### About this exercise:
What is needed is every line of the data that includes the word "sans". Please copy each one.

### Supplied material:
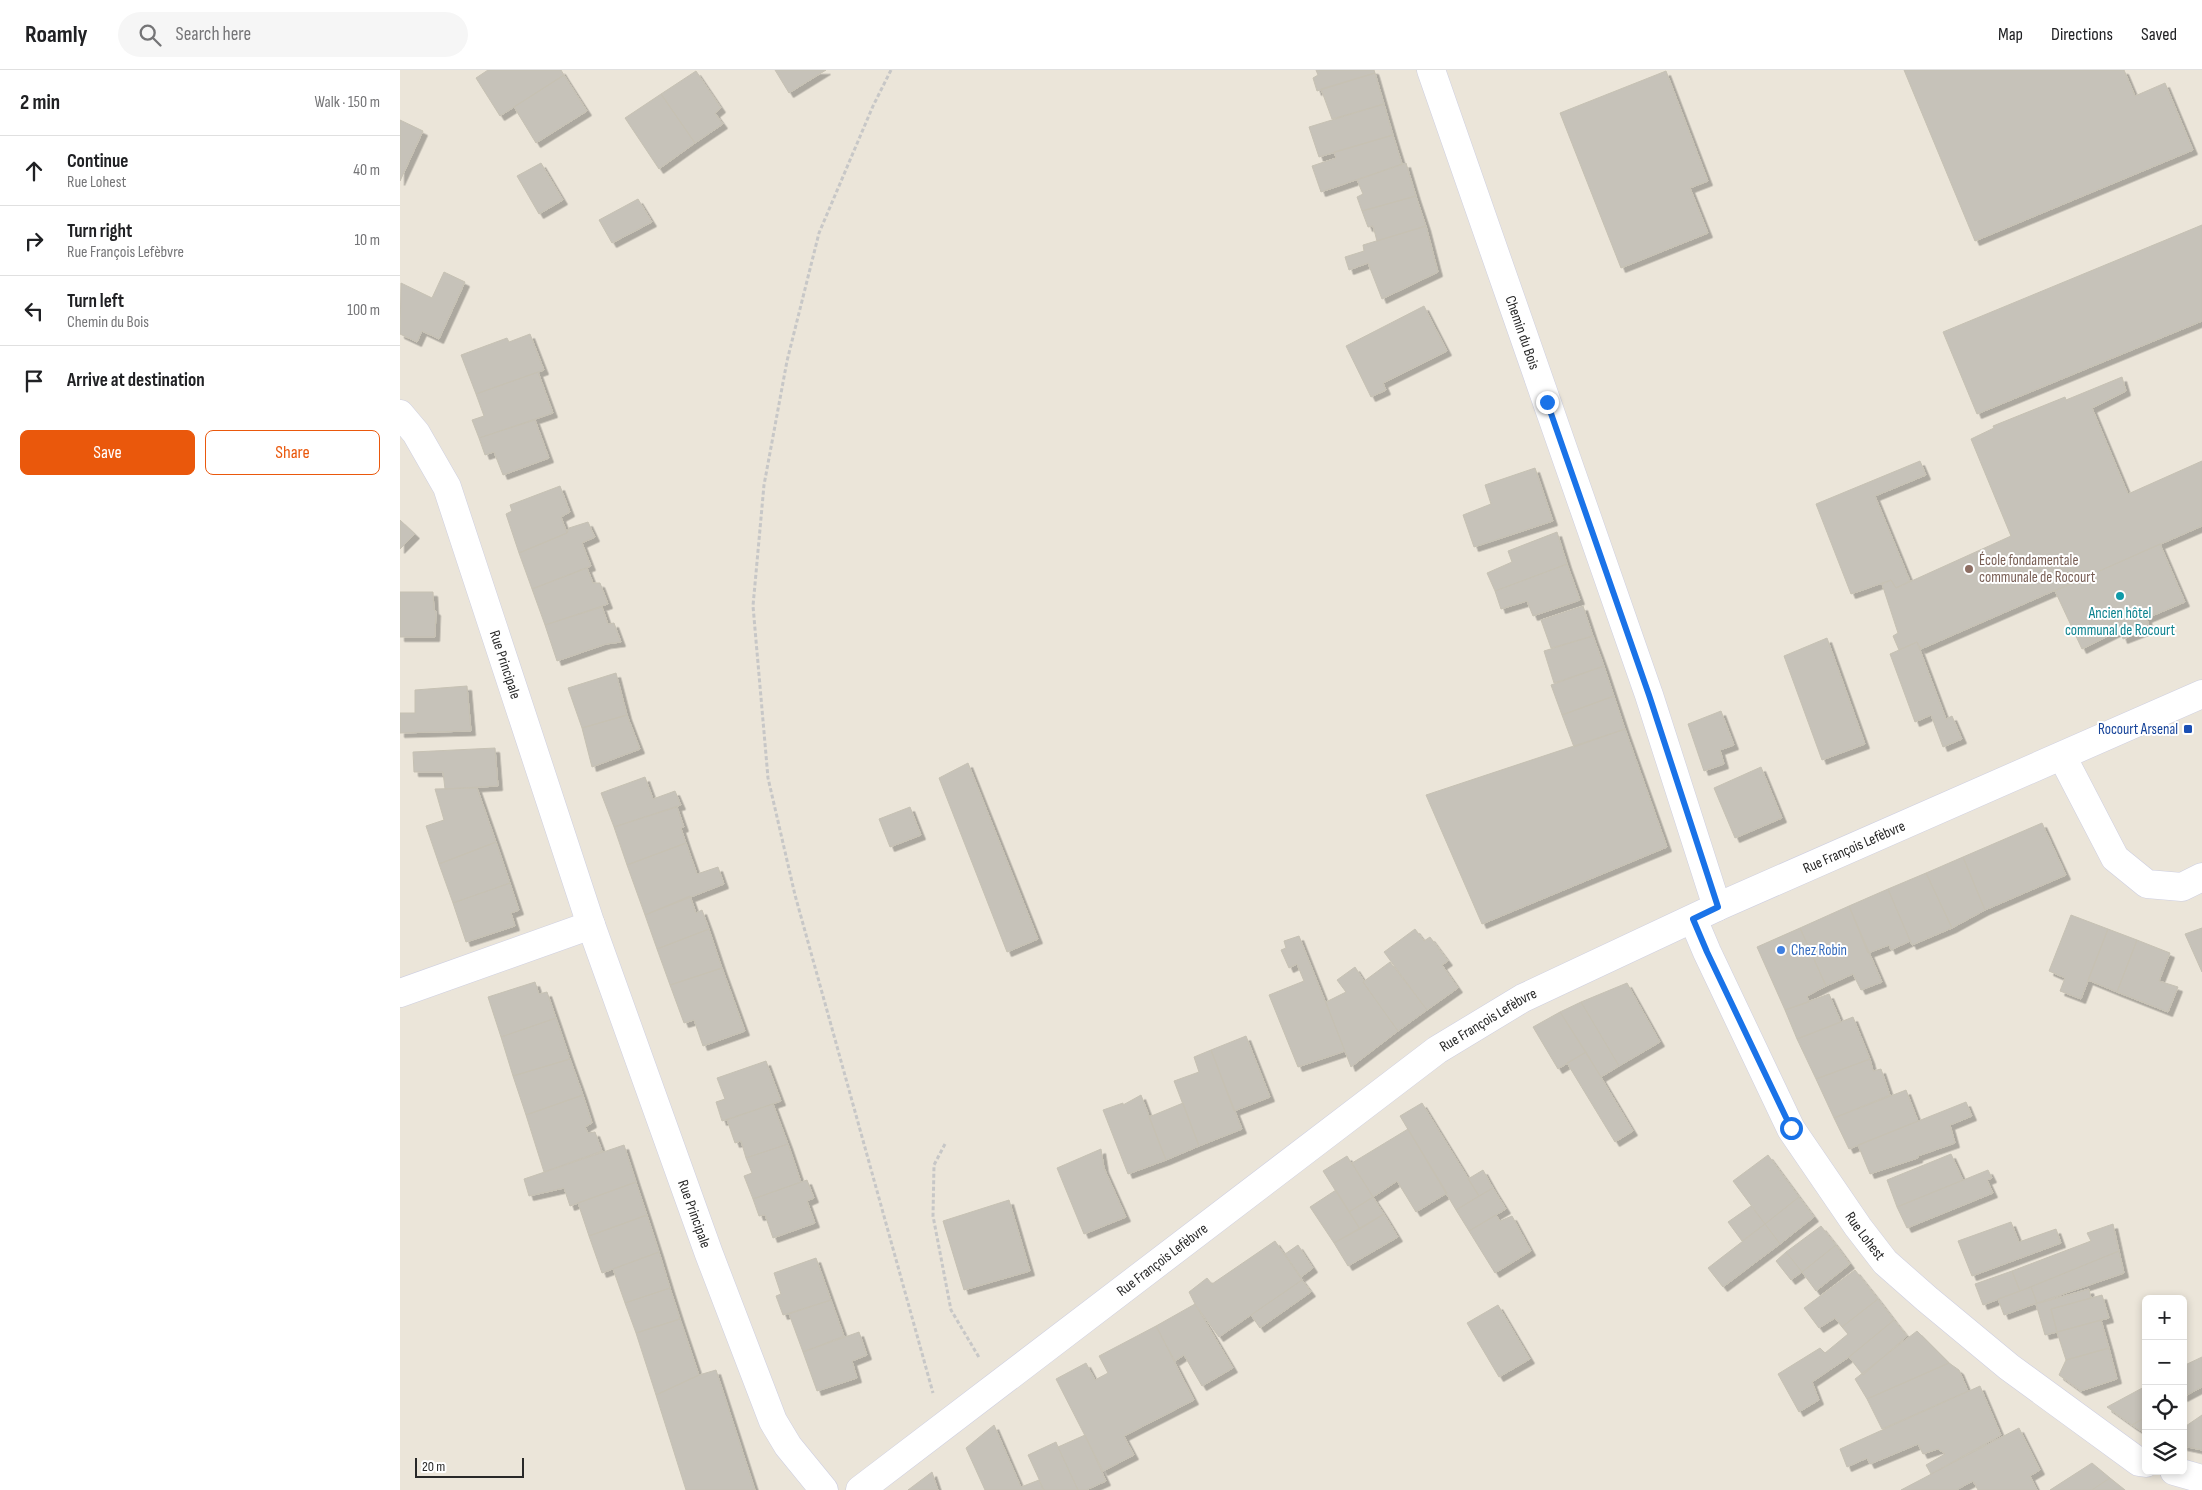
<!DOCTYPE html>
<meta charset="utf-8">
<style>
:root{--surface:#fff;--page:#f6f6f6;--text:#202124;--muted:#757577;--line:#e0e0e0;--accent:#ea580c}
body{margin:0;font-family:"Sofia Sans Condensed",sans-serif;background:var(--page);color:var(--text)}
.controls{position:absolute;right:15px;bottom:15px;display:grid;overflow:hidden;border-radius:8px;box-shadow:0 2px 8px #0003}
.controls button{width:45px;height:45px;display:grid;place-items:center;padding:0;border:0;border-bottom:1px solid var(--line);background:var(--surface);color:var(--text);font:25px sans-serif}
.scale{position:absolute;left:15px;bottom:12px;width:109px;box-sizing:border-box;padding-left:5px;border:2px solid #282828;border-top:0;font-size:14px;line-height:18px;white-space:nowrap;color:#282828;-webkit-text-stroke:4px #fff;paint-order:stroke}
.stop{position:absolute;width:15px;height:15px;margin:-11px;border:4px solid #1a73e8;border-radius:50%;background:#fff}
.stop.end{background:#1a73e8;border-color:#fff;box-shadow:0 1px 5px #0008}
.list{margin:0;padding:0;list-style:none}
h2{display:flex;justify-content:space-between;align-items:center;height:65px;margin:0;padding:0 20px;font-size:21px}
h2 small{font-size:16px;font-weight:400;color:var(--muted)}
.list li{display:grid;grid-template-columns:32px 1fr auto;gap:15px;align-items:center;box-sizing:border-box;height:70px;padding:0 20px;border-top:1px solid var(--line)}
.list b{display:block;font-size:19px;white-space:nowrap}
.list p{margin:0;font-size:16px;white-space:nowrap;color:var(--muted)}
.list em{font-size:16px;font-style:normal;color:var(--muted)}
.actions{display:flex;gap:10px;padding:15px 20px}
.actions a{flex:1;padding:11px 0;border:1px solid var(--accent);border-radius:8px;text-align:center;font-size:18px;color:var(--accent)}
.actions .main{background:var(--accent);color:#fff}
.icon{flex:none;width:28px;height:28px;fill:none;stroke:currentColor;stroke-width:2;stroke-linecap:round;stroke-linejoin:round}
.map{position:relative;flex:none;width:1802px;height:1420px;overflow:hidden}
header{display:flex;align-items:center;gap:30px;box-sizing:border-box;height:70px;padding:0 25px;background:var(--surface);border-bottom:1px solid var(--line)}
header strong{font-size:24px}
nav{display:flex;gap:28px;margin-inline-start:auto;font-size:18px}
.search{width:350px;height:45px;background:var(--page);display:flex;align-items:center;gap:12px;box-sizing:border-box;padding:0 18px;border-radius:28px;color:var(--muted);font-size:19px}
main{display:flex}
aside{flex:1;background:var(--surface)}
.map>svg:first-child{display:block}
.building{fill:#c6c2b9;stroke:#c6c1b3;filter:url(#shadow)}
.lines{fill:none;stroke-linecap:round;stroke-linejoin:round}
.minor-casing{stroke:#cecfe1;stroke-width:29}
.secondary-casing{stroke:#cecfe1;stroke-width:29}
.path{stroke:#c7c7c7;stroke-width:3;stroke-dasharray:4 2.5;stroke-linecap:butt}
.minor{stroke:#fff;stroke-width:28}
.secondary{stroke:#fff;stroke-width:28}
.route{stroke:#1a73e8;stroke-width:6}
.education-dot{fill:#8d6e63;stroke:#fff;stroke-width:2}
.culture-dot{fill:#0f9aa8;stroke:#fff;stroke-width:2}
.transit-dot{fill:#1a4fb4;stroke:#fff;stroke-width:2}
.shop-dot{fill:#3f7fe0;stroke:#fff;stroke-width:2}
.labels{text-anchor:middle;stroke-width:4;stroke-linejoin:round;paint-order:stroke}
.street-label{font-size:15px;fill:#282828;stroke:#fff}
.education-label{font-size:15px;fill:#785e54;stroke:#fff;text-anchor:start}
.culture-label{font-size:15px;fill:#0d838f;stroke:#fff}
.transit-label{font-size:15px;fill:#164399;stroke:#fff;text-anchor:end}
.shop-label{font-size:15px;fill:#366cbe;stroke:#fff;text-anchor:start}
</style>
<header>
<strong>Roamly</strong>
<div class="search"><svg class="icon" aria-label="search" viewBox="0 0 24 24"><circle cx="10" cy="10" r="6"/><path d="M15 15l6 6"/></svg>Search here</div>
<nav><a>Map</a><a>Directions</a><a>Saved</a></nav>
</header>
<main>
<aside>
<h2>2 min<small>Walk · 150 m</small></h2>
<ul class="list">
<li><svg class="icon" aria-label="ahead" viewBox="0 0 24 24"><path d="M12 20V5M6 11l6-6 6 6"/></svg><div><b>Continue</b><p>Rue Lohest</p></div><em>40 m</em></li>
<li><svg class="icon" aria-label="right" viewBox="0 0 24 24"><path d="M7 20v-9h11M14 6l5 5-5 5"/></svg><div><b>Turn right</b><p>Rue François Lefèbvre</p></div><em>10 m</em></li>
<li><svg class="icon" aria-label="left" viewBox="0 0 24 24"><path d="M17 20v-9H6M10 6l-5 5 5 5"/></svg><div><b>Turn left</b><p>Chemin du Bois</p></div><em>100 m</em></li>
<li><svg class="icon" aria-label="arrive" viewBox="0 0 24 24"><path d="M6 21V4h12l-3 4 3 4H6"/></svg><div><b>Arrive at destination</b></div></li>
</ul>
<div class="actions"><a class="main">Save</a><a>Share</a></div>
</aside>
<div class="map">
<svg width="1802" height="1420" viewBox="0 0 1802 1420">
<defs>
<filter id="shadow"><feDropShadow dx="4.5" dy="4.5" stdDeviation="0" flood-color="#0004"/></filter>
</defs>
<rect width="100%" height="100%" fill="#ebe5d9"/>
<path class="building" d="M88 0H161L164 5 100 46 76 8Z
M375 0H426L389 23Z
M916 0H974L975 3 917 21 913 8 918 5Z
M1504 0H1724L1735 26 1765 13 1793 80 1575 171Z
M296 1 321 38 315 43 323 54 295 73 261 24Z
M1266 1 1308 111 1290 118 1308 163 1221 198 1160 43Z
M975 3 984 34 932 49 921 19Z
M164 5 187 41 136 73 114 37Z
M261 24 295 73 259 99 225 48Z
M984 34 993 65 919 87 909 57Z
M0 50 23 61 0 111Z
M993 65 1002 94 921 122 912 96 936 88 934 82Z
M141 93 163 130 139 144 117 106Z
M1006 93 1016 126 962 141 957 127 963 124 957 110Z
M1016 126 1026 156 977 171 973 156 968 157 962 141Z
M238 129 252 152 212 173 199 150Z
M1802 155V251L1577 344 1543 262Z
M1026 156 1038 202 982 229 968 193 949 200 945 187 964 181 963 175Z
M44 202 65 212 39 269 22 261 17 272 0 264 1 213 32 228Z
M1024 236 1047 281 983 313 986 320 971 327 946 276Z
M130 264 144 300 76 324 61 285 107 268 109 272Z
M138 302 153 343 79 368 72 350 84 346 76 324Z
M1722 307 1726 321 1692 338 1728 424 1802 391V456L1521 579 1517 572 1499 580 1493 566 1498 563 1482 514 1491 510 1496 518 1611 466 1571 369 1594 358 1593 356 1665 327 1666 330Z
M135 350 149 388 103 405 94 382 85 385 79 368Z
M1520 391 1526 405 1475 426 1510 511 1496 518 1491 510 1451 524 1416 434Z
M1135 398 1153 451 1074 477 1063 445 1091 434 1085 415Z
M160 416 170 442 161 447 167 463 119 483 106 444 112 441 110 435Z
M0 450 15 464 0 479Z
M188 452 195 467 182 473 191 496 132 519 119 483 167 463 169 458Z
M1157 462 1167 494 1095 521 1087 503 1112 492 1108 481Z
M1760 474 1785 532 1747 548 1749 559 1723 569 1720 560 1682 579 1655 521Z
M1167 494 1180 530 1133 546 1127 531 1101 539 1095 521Z
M187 498 193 513H200L208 534 145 555 132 519Z
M0 522H33L34 540 36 541 35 567H0Z
M1183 536 1193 566 1151 578 1141 550Z
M202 537 208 554 214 553 221 572 206 574 157 591 145 555Z
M1193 566 1204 596 1154 613 1144 581Z
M1427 568 1465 674 1422 690 1384 586Z
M1517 572 1546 649 1552 646 1562 669 1543 677 1531 645 1515 652 1490 584Z
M1204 596 1214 626 1162 645 1151 615Z
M216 603 227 645 182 658 168 618Z
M67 616 71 661 0 663V643H15V620Z
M1214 626 1225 659 1174 677 1162 645Z
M1321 641 1334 675 1320 680 1324 694 1304 701 1288 654Z
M227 645 240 679 192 697 182 658Z
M1225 659 1267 777 1082 854 1026 725Z
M95 678 98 716 45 719 43 702H14L13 682Z
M568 693 638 869 607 882 539 708Z
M1361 697 1382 748 1335 768 1314 718Z
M245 707 253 729 275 721 281 735 214 757 201 723Z
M77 718 96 772 39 794 26 756 44 750 35 719Z
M277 737 284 757 281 758 286 773 227 795 214 757Z
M510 737 521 765 490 777 479 749Z
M1642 753 1666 805 1585 840 1563 787Z
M96 772 110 813 53 833 39 794Z
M286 773 297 804 318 797 324 814 245 845 227 795Z
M1563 787 1585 840 1552 858 1526 803Z
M1526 803 1552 858 1512 875 1488 819Z
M110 813 119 840 111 843 115 856 66 872 53 833Z
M1488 819 1510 871 1491 880 1489 875 1468 883 1449 836Z
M290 826 296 843 302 840 309 859 257 879 245 845Z
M1449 836 1482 912 1461 920 1453 904 1426 916 1400 858Z
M1671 845 1708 859 1681 929 1660 921 1665 908 1649 901Z
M1400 858 1426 916 1407 926 1409 932 1385 940 1357 877Z
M1802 858V902L1785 864Z
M309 859 322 898 270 915 257 879Z
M1015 859 1024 871 1030 867 1048 891 1042 895 1058 918 1027 940 984 882Z
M1708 859 1737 870 1717 922 1688 910Z
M899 866 945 981 898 997 869 925 904 911 897 894 889 898 881 880 886 878 884 871Z
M1737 870 1770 883 1759 911 1778 917 1768 942 1717 922Z
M990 892 1027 940 998 961 963 912Z
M955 897 964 911 963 912 998 961 951 997 926 932 946 922 937 910Z
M322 898 345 961 303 976 294 950 284 953 270 915Z
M135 912 139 924 147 922 156 948 101 967 88 927Z
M1227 913 1260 972 1219 996 1181 932Z
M1429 924 1441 952 1397 969 1385 940Z
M1181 932 1219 996 1201 1007 1160 942Z
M1160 942 1186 982 1158 999 1133 957Z
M1453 947 1470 989 1416 1009 1397 969Z
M156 948 170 989 113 1006 101 967Z
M846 966 870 1027 834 1041 811 980Z
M811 980 842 1059 799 1076 774 1011 799 1002 794 987Z
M1186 982 1233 1061 1215 1072 1167 993Z
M170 989 183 1025 126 1045 113 1006Z
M1470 989 1473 1001 1481 999 1490 1025 1434 1048 1416 1009Z
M366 991 381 1031 322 1051 316 1032 325 1029 317 1008Z
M1506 1020 1518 1051 1449 1079 1434 1048Z
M183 1025 192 1053 185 1057 188 1063 195 1062 202 1081 144 1102 126 1045Z
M741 1025 766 1090 728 1104 703 1040 723 1033V1035Z
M1566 1032 1572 1046 1550 1055 1555 1073 1518 1086V1088L1470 1104 1458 1075Z
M783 1033 799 1076 766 1090 749 1047Z
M1022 1033 1079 1126 1056 1140 1000 1046Z
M373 1034 388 1074 346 1088 341 1071 335 1073 327 1050Z
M1008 1059 1047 1123 1016 1142 997 1111 973 1127 952 1093Z
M388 1074 401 1112 353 1129 344 1106 352 1103 346 1088Z
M224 1075 236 1112 170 1136 164 1118 129 1126 124 1109Z
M701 1079 704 1098 726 1147 684 1164 657 1098Z
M1551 1084 1563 1110 1497 1137 1487 1110Z
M1368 1085 1399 1127 1365 1154 1333 1111Z
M947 1086 973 1127 949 1142 923 1101Z
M1083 1100 1093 1118 1079 1126 1068 1109Z
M1588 1100 1592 1108 1587 1110 1593 1123 1507 1158 1497 1137Z
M407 1110 414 1128 407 1131 415 1153 373 1168 365 1145 359 1146 353 1129Z
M236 1112 247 1145 189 1166 178 1133Z
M1093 1118 1106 1139 1069 1161 1056 1140Z
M936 1120 960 1159 934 1173 910 1137Z
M973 1127 984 1144 960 1159 949 1142Z
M1399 1127 1414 1147 1380 1174 1365 1154Z
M609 1130 630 1201 564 1220 543 1151Z
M1351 1136 1365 1154 1342 1171 1328 1152Z
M984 1144 998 1167 948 1196 934 1173Z
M247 1145 259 1182 202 1203 189 1166Z
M1096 1145 1100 1151 1112 1146 1131 1181 1095 1203 1069 1161Z
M1611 1152 1619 1172 1656 1159 1661 1173 1572 1206 1558 1171Z
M1365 1154 1380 1174 1323 1217 1308 1198Z
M1713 1154 1719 1181 1620 1221 1612 1201 1691 1171 1687 1163Z
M1421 1156 1436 1175 1402 1202 1386 1182Z
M875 1171 902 1210 819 1267 795 1234 789 1222 807 1208 812 1214Z
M898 1175 913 1198 901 1207 885 1184Z
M1436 1175 1450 1194 1416 1221 1402 1202Z
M1719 1181 1724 1203 1637 1233 1631 1217Z
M259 1182 270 1218 225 1233 213 1199Z
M1386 1182 1402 1202 1391 1210 1376 1191Z
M416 1188 431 1230 383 1245 376 1226 381 1224 374 1203Z
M1455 1200 1478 1229 1442 1257 1435 1248 1419 1258 1404 1238Z
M1612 1201 1620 1221 1583 1235 1575 1214Z
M902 1210 911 1222 860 1258 851 1245Z
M1631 1217 1637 1233 1604 1245 1598 1229Z
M270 1218 280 1249 236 1263 225 1233Z
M1689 1219 1691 1228 1651 1239 1657 1262 1645 1265 1636 1234Z
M1702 1225 1709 1248 1657 1262 1651 1239Z
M1478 1229 1494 1250 1449 1287 1412 1312 1419 1330 1399 1342 1378 1304 1420 1278 1425 1283 1448 1264 1442 1257Z
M431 1230 444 1266 403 1282 389 1244Z
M795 1234 833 1298 802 1316 784 1285 775 1291 756 1256Z
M1098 1235 1130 1289 1099 1307 1067 1253Z
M280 1249 299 1305 256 1325 236 1263Z
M1494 1250 1507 1266 1463 1305 1449 1287Z
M1701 1250 1709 1278 1666 1290 1657 1262Z
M756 1256 794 1330 724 1366 734 1385 703 1401 656 1309 686 1293 695 1310 708 1303 699 1286Z
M1517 1261 1549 1293 1467 1329 1455 1309Z
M459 1262 467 1285 452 1291 457 1308 417 1321 403 1282Z
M1709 1278 1717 1309 1681 1321 1659 1305 1666 1290Z
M1802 1287V1317L1783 1327V1296Z
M1549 1293 1559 1300 1568 1321 1482 1359 1467 1329Z
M316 1300 355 1420H286L256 1325 299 1305Z
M1580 1316 1601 1365 1531 1404 1526 1395 1545 1384 1538 1379 1523 1384 1518 1374 1470 1394 1467 1388 1447 1397 1440 1379Z
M1746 1316V1347L1732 1355 1707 1337Z
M1802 1345V1380L1783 1376V1358Z
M1746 1347V1364L1732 1355Z
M594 1355 621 1417 639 1410 643 1420H585L566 1378Z
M1619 1358 1640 1400 1630 1406 1637 1420H1578L1573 1411 1556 1420H1501Z
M685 1365 706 1411 686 1420H678L658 1377Z
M656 1372 658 1377 678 1420H644L628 1385Z
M1692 1393 1710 1408 1692 1420H1650Z
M532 1402 538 1420H508Z
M1710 1408 1725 1420H1692Z"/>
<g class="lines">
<defs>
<g id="minor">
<path id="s1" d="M1031 0 1249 625 1317 837"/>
<path id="s2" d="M0 344 16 363 47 417 191 855 309 1184 373 1351 388 1376 424 1420"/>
<path d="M1662 686 1715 788 1747 814 1782 817 1802 807"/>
<path id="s3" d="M1293 849 1307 882 1391 1059 1458 1157 1485 1192 1527 1229 1609 1297 1739 1392 1746 1393"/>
<path d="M0 923 191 855"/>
<path d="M1774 1401 1802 1409"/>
</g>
<g id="secondary">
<path id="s4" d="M460 1420 1037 980 1123 928 1317 837 1802 624"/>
</g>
</defs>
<use href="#minor" class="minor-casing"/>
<use href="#secondary" class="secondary-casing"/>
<path class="path" d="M491 0 473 36 419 163 387 291 364 415 353 536 368 708 395 825 533 1323
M545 1074 534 1095 533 1146 551 1240 580 1289"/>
<use href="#minor" class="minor"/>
<use href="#secondary" class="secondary"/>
</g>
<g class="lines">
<path class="route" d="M1147 332 1249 625 1318 837 1293 849 1307 882 1391 1058"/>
</g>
<circle class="education-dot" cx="1569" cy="499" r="5"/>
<circle class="culture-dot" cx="1720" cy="526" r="5"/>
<rect class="transit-dot" x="1783" y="654" width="10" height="10" rx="2.5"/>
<circle class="shop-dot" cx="1381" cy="880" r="5"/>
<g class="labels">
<g class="street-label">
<text dy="5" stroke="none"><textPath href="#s1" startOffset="278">Chemin du Bois</textPath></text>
<text dy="5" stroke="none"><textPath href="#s2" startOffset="274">Rue Principale</textPath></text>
<text dy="5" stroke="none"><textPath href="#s4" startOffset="1190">Rue François Lefèbvre</textPath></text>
<text dy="5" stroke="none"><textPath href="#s4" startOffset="785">Rue François Lefèbvre</textPath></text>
<text dy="5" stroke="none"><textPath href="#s2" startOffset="855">Rue Principale</textPath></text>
<text dy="5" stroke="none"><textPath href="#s3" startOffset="362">Rue Lohest</textPath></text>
<text dy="5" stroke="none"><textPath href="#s4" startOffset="380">Rue François Lefèbvre</textPath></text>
</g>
<g class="education-label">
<text x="1579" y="495">École fondamentale<tspan x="1579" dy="17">communale de Rocourt</tspan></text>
</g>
<g class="culture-label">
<text x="1720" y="548">Ancien hôtel<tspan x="1720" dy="17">communal de Rocourt</tspan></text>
</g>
<g class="transit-label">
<text x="1778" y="664">Rocourt Arsenal</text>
</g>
<g class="shop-label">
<text x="1391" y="885">Chez Robin</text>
</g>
</g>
</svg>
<div class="controls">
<button>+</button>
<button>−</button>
<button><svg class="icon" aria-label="locate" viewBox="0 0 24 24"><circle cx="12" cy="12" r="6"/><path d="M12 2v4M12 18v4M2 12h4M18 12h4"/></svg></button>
<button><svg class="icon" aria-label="layers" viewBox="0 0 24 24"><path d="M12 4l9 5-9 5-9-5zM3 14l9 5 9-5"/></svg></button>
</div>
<div class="scale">20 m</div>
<div class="stop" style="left:1391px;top:1058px"></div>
<div class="stop end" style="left:1147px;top:332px"></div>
</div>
</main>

### Reply to the exercise:
body{margin:0;font-family:"Sofia Sans Condensed",sans-serif;background:var(--page);color:var(--text)}
.controls button{width:45px;height:45px;display:grid;place-items:center;padding:0;border:0;border-bottom:1px solid var(--line);background:var(--surface);color:var(--text);font:25px sans-serif}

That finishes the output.